Increased plasma concentration and increased risk of adverse effect with potent CYP3A4 inhibitor (e.g. itraconazole, clarithromycin). Increased risk of cardiac arrhythmia with drugs that can prolong QT interval (e.g. Class 1A/3 antiarrhythmics, chlorpromazine, gatifloxacin). Decreased concentration with CYP3A4 inducers (e.g. carbamazepine, phenytoin). Potentially Fatal: Increased risk of serotonin syndrome with MAOI(s), linezolid, IV methylene blue, TCA, fentanyl, lithium, tramadol, tryptophan, buspirone, amphetamines. Increased risk of bleeding events with aspirin, NSAIDs, warfarin.
Increased sedative effects with alcohol. Increased risk of serotonin syndrome with St John’s wort.
May give false-positive result for amphetamine/methamphetamine urine test.

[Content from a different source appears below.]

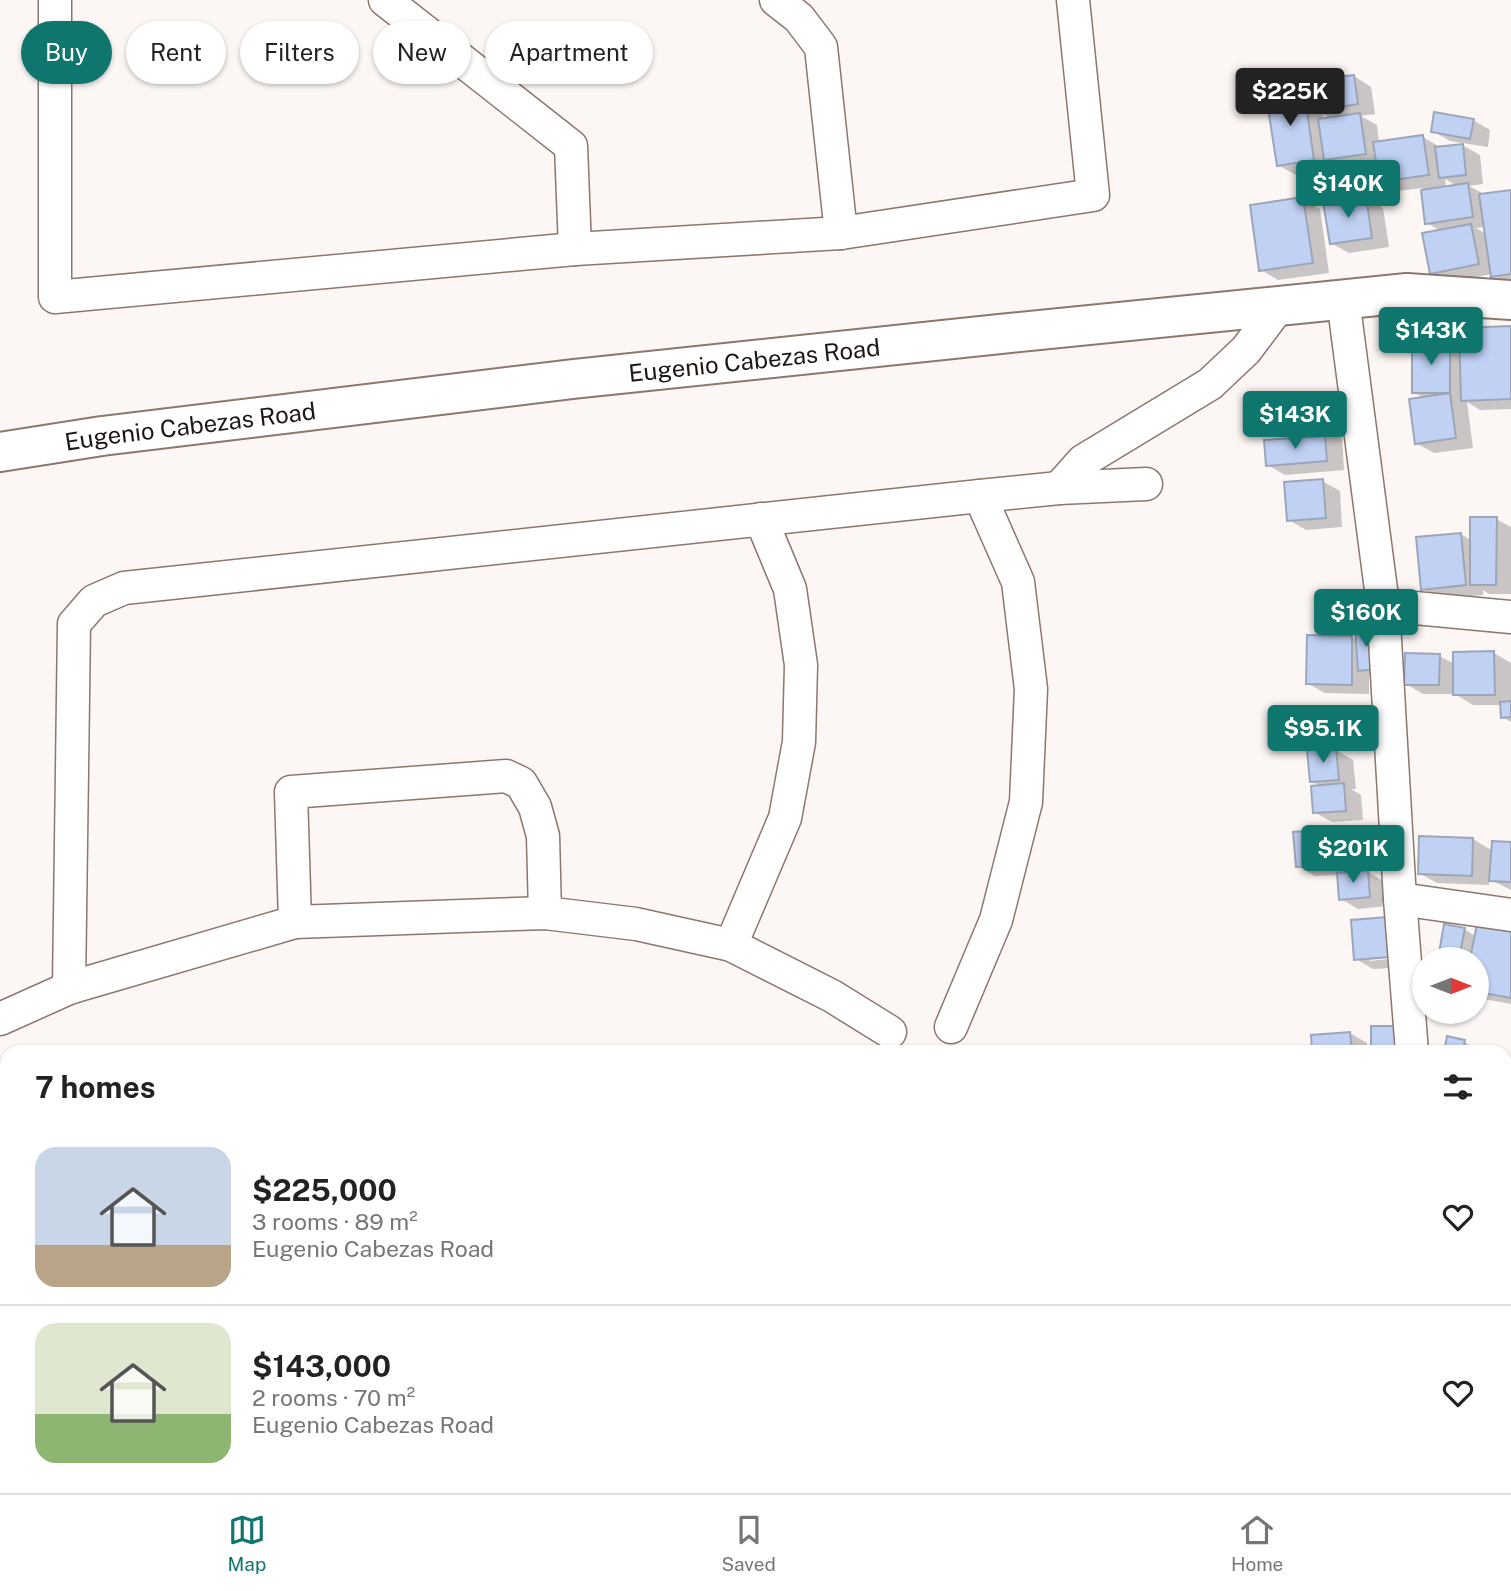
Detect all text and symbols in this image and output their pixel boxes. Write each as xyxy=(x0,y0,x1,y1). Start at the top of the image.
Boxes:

Description: Trazodone, a triazolopyridine derivative, is both an SSRI and 5-HT2A/2C receptor antagonist. It inhibits serotonin reuptake at the presynaptic neuronal membrane, thereby causing adrenoreceptor subsensitivity. It also blocks histamine (H1) and α1-adrenergic receptors. Onset: Depression: Initial: Within 1-2 weeks of treatment, continued improvements through 4-6 weeks. Pharmacokinetics: Absorption: Readily absorbed from the gastrointestinal tract. Food increases absorption and decreases peak plasma concentration. Time to peak plasma concentration: Approx 1 hour. Distribution: Enters breast milk. Plasma protein binding: Approx 89-95%. Metabolism: Extensively metabolised in the liver by CYP3A4 via N-oxidation and hydroxylation into active metabolite, m-chlorophenylpiperazine. Excretion: Mainly via urine (74%, as metabolites; <1%, as unchanged drug); faeces (approx 21%). Elimination half-life: 5-9 hours.